Enrico Letta attacca chi ha voluto "fermare il Paese". Ma le defezioni sul Ddl Zan sono arrivate dal Pd. E ora il segretario rischia l'assedio interno

Letta perde, ma "frigna" sul Ddl Zan: "Hanno voluto fermare Paese"

Il segretario del Pd Enrico Letta prova a reagire al naufragio del Ddl Zan, ma le lamentele del leader del centrosinistra, considerato come sono andate le cose, appaiono del tutto fuori luogo. Anzitutto i traditori del voto di oggi, per così dire, sarebbero anche tra i senatori del suo partito.

Poi c'è la questione del mancato dialogo: il centrodestra ma pure Italia Viva hanno più volte chiesto di dialogare nel merito del provvedimento, ma i giallorossi non si sono mai resi disponibili. L'esito della "tagliola" di oggi, insomma, è figlio di un combinato disposto che contiene un Pd disunito ed una mancata volontà di dialettica politica.

Comunque sia, il vertice del partito che ha sede al nazareno se n'è uscito così: "Hanno voluto fermare il futuro. Hanno voluto riportare l’Italia indietro. Sì, oggi hanno vinto loro e i loro inguacchi, al Senato. Ma il Paese è da un’altra parte. E presto si vedrà". Il messaggio è comparso su Twitter. Come se il Paese reale non avesse altre priorità ed il Ddl Zan abitasse tra le priorità della maggioranza dei cittadini italiani.

In realtà, l'Italia ha ben altri problemi cui pensare, con tutto quello che sta accadendo in questo difficoltoso periodo post-pandemico. Ma conosciamo, del resto, quali siano le urgenze percepite dal Partito Democratico e dal resto dei giallorossi di questi tempi: il Ddl Zan, appunto, oltre che Ius soli.

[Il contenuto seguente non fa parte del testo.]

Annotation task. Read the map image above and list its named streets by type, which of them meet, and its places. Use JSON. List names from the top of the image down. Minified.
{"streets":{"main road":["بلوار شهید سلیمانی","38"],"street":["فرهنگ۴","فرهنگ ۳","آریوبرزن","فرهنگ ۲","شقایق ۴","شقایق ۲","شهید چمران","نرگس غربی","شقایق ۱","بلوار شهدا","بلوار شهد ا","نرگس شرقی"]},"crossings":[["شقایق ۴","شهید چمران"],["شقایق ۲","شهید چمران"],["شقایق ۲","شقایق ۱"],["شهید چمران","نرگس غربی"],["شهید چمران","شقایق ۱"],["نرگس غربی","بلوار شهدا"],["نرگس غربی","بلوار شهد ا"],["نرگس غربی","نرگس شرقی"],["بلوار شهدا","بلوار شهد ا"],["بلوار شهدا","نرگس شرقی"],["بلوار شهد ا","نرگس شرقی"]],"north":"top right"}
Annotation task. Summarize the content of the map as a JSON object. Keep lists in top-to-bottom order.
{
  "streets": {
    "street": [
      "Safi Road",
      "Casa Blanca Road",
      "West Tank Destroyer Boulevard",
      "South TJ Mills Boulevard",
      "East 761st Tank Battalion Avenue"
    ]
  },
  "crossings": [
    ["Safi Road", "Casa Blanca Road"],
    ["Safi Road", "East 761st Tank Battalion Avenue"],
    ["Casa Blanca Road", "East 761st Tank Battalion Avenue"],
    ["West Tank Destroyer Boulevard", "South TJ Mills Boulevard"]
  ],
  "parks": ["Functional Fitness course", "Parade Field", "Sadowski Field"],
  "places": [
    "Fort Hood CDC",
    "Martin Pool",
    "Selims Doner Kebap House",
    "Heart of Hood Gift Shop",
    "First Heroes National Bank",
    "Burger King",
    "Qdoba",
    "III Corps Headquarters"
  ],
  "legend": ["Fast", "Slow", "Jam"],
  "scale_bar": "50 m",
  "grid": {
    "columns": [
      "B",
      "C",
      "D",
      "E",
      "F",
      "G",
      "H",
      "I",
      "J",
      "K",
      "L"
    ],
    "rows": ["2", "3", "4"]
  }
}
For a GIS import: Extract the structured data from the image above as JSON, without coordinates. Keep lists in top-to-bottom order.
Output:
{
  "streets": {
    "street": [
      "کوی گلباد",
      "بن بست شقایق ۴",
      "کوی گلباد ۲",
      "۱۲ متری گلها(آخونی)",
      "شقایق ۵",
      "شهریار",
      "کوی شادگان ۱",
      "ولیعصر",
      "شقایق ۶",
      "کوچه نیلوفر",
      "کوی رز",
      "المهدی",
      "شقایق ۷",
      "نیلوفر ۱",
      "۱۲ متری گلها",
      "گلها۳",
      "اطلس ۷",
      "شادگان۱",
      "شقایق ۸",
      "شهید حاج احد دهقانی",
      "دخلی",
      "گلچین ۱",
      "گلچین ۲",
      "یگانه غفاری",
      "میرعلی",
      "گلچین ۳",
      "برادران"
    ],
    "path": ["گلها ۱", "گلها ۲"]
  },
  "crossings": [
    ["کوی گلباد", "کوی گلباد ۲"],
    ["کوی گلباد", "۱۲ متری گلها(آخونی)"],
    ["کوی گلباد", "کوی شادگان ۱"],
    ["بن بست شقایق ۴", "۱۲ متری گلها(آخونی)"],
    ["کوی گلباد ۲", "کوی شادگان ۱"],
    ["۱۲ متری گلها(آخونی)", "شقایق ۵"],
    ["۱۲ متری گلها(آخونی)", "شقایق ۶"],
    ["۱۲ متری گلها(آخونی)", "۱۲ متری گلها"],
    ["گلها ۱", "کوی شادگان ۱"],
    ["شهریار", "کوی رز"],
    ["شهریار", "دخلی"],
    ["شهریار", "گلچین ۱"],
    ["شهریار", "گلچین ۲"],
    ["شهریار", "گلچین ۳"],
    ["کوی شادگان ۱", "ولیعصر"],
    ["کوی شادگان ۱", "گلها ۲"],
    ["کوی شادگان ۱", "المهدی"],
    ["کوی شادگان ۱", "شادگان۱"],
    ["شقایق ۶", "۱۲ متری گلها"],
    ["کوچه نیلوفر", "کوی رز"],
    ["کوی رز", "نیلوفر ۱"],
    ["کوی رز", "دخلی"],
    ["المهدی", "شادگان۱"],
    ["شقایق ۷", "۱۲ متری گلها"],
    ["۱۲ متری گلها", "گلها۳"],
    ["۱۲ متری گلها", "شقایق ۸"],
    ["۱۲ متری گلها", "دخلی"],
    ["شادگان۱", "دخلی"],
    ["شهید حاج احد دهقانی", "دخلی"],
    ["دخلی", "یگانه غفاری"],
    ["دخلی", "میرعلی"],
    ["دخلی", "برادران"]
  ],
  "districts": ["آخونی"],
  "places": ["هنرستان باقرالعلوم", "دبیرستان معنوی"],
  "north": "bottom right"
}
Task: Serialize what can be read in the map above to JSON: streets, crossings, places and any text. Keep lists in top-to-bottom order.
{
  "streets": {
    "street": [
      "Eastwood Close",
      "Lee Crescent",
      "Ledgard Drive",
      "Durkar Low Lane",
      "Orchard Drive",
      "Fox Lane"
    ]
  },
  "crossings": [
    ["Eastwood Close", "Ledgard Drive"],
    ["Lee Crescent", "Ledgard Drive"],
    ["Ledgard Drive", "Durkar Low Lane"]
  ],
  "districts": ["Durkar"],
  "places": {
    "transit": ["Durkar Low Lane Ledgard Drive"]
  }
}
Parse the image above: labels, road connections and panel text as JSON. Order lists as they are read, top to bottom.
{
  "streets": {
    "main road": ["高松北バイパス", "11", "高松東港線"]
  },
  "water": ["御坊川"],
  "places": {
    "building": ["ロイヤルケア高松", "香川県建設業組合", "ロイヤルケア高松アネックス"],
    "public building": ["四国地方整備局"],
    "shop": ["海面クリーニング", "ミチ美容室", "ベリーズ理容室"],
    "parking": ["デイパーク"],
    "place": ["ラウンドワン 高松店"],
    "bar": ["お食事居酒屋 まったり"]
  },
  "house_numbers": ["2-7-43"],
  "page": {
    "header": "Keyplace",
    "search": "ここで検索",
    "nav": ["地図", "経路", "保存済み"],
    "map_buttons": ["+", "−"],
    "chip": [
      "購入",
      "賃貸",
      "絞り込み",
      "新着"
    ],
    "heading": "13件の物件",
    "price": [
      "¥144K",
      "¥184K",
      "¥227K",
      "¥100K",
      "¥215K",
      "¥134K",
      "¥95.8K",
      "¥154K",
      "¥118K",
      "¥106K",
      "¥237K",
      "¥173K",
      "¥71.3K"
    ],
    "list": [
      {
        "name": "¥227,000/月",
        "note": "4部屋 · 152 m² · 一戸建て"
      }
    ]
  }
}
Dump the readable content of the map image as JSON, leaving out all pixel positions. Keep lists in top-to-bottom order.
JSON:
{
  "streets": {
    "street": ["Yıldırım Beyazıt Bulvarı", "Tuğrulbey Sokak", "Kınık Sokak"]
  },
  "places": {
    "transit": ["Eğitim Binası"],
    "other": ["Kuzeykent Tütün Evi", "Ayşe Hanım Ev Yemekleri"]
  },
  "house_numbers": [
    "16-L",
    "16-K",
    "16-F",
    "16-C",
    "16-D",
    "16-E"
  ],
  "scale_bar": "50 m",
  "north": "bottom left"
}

La sconfitta dell'ex premier è evidente ai più su tutta la linea. Tanto che in queste ore si inizia a parlare di parlamentari appartenenti al Pd che avrebbero votato contro le indicazioni del segretario. La senatrice Valeria Fedeli, stando a quanto ripercorso dall'Adnkronos, ha persino chiesto le dimissioni "di chi ha gestito" la partita sul provvedimento che secondo Letta sarebbe dovuto passare senza alcun tipo di mediazione.

Ma il Parlamento, con la "tagliola" di oggi, ha respinto la tattica messa in campo dall'ex presidente del Consiglio, che ora si lecca le ferite, cercando di rimarcare la necessità di una legge che lo stesso atteggiamento della guida del Pd ha affossato. Il rischio concreto, d'altro canto, è che lo stesso partito che ha sede al nazareno muova un assedio nei confronti di un capo che non ha saputo portare a termine una partita considerata decisiva - questo sì - per gli equilibri politici del momento.

Dopo questa batosta, dobbiamo attendere le prossime mosse dei giallorossi: un altro punto ritenuto inderogabile è lo Ius soli, su cui Letta sembra intenzionato ad insistere. Un'altra battaglia campale che, come dimostrato più volte, non è condivisa nel Paese. Ma l'Italia vista con gli occhi del segretario del Pd non è quella reale e non lo scopriamo certo oggi. L'aspetto centrale della vicenda di oggi, in ogni caso, è relativo al tradimento contro cui Enrico Letta è andato a sbattere.

Ai giallorossi, oggi, sono mancati quasi venti voti. Alcune di queste defezioni, secondo quanto circola in ambienti parlamentari, sono attribuili proprio al Partito Democratico, che non avrebbe retto dinanzi alle strette indicazioni del segretario. Quello di Letta è dunque un "pianto" che ha le fattezze di chi tende a mettere le mani avanti per evitare disastri ulteriori.

Come una richiesta di dimissioni, ad esempio, che è tuttavia già arrivata.